What to do
What is needed is a word-for-word copy of the listing below, without pictures.

Data segment
════════════════
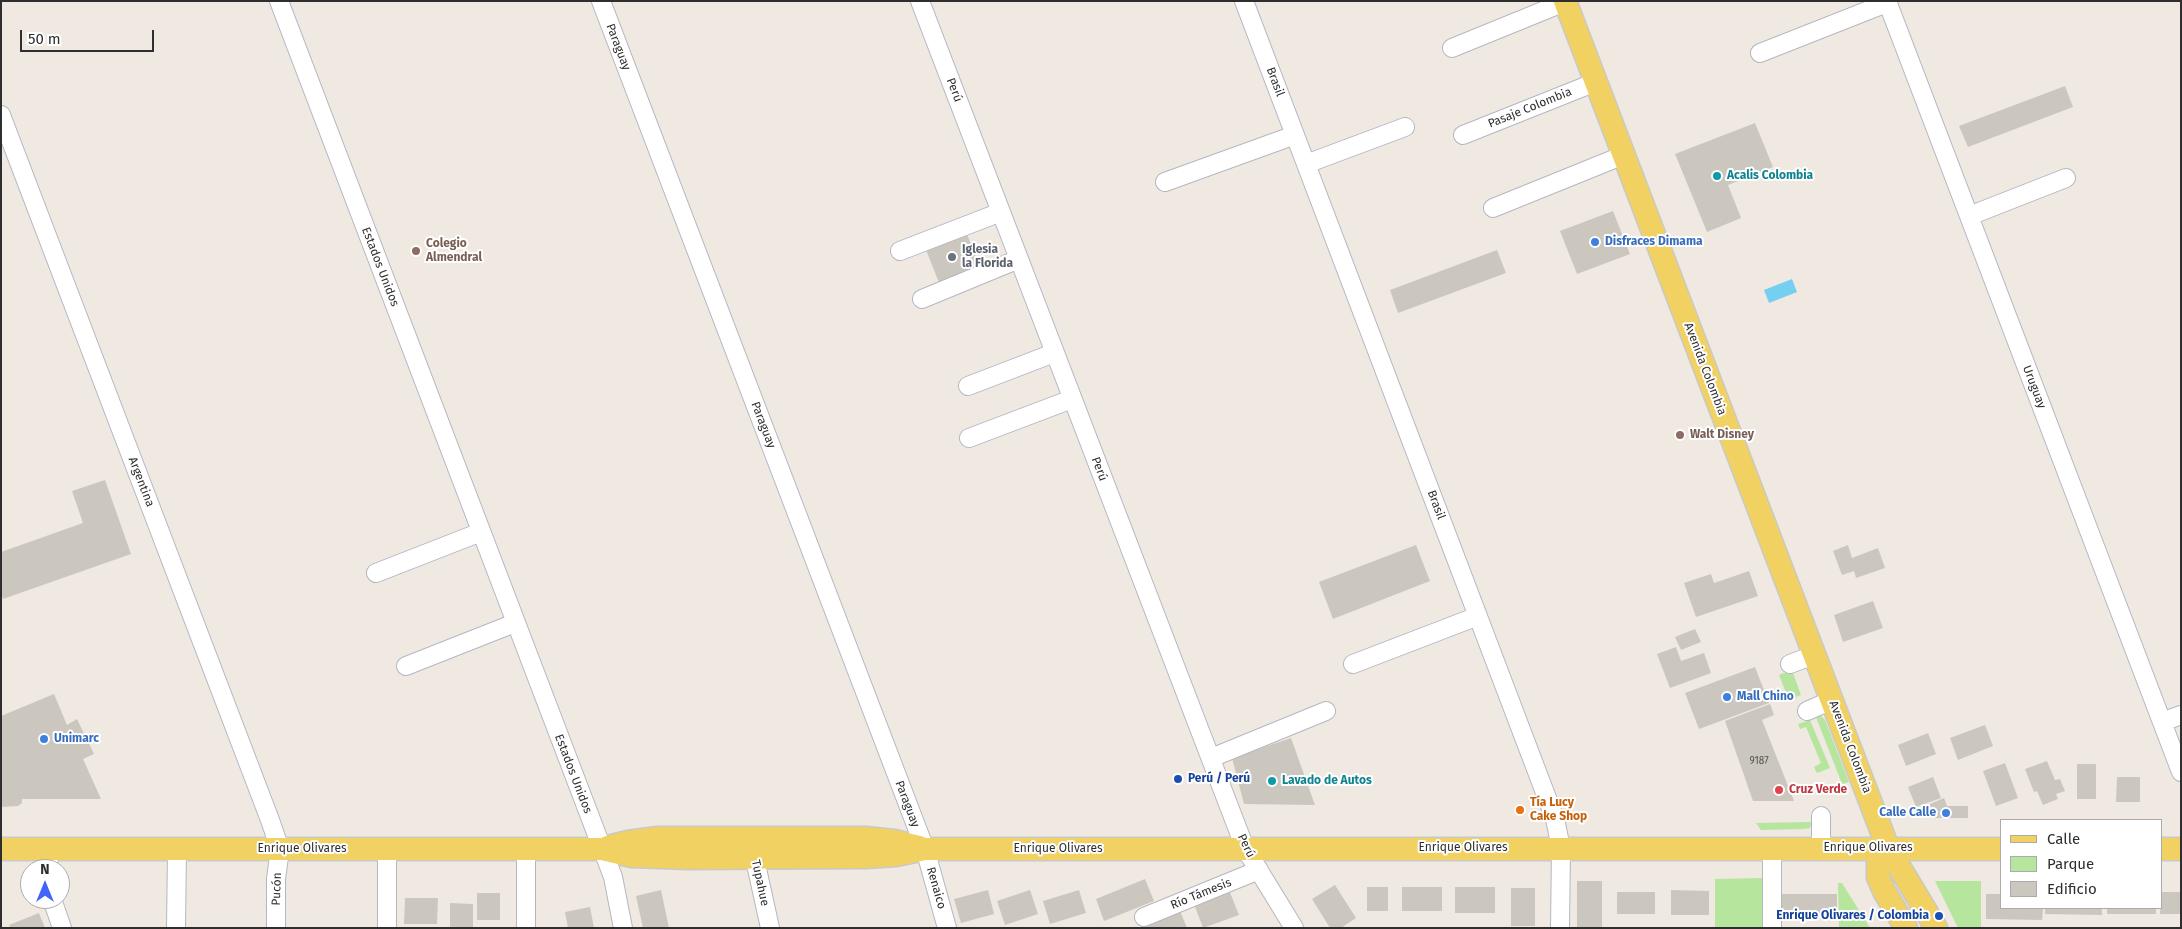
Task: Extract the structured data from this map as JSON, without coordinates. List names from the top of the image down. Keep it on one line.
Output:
{"streets":{"main road":["Avenida Colombia","Enrique Olivares"],"street":["Paraguay","Brasil","Perú","Pasaje Colombia","Estados Unidos","Uruguay","Argentina","Tupahue","Renaico","Pucón","Río Támesis"]},"crossings":[["Paraguay","Enrique Olivares"],["Paraguay","Renaico"],["Brasil","Enrique Olivares"],["Perú","Enrique Olivares"],["Perú","Río Támesis"],["Pasaje Colombia","Avenida Colombia"],["Estados Unidos","Enrique Olivares"],["Avenida Colombia","Enrique Olivares"],["Argentina","Enrique Olivares"],["Argentina","Pucón"],["Enrique Olivares","Tupahue"],["Enrique Olivares","Renaico"],["Enrique Olivares","Pucón"]],"places":["Acalis Colombia","Disfraces Dimama","Colegio Almendral","Iglesia la Florida","Walt Disney","Mall Chino","Unimarc","Perú / Perú","Lavado de Autos","Cruz Verde","Tía Lucy Cake Shop","Calle Calle","Enrique Olivares / Colombia"],"house_numbers":["9187"],"legend":["Calle","Parque","Edificio"],"scale_bar":"50 m","north":"top"}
════════════════
Result
Task: Extract the structured data from this map as JSON, without coordinates. List names from the top of the image down. Keep it on one line.
Output:
{"streets":{"main road":["Avenida Colombia","Enrique Olivares"],"street":["Paraguay","Brasil","Perú","Pasaje Colombia","Estados Unidos","Uruguay","Argentina","Tupahue","Renaico","Pucón","Río Támesis"]},"crossings":[["Paraguay","Enrique Olivares"],["Paraguay","Renaico"],["Brasil","Enrique Olivares"],["Perú","Enrique Olivares"],["Perú","Río Támesis"],["Pasaje Colombia","Avenida Colombia"],["Estados Unidos","Enrique Olivares"],["Avenida Colombia","Enrique Olivares"],["Argentina","Enrique Olivares"],["Argentina","Pucón"],["Enrique Olivares","Tupahue"],["Enrique Olivares","Renaico"],["Enrique Olivares","Pucón"]],"places":["Acalis Colombia","Disfraces Dimama","Colegio Almendral","Iglesia la Florida","Walt Disney","Mall Chino","Unimarc","Perú / Perú","Lavado de Autos","Cruz Verde","Tía Lucy Cake Shop","Calle Calle","Enrique Olivares / Colombia"],"house_numbers":["9187"],"legend":["Calle","Parque","Edificio"],"scale_bar":"50 m","north":"top"}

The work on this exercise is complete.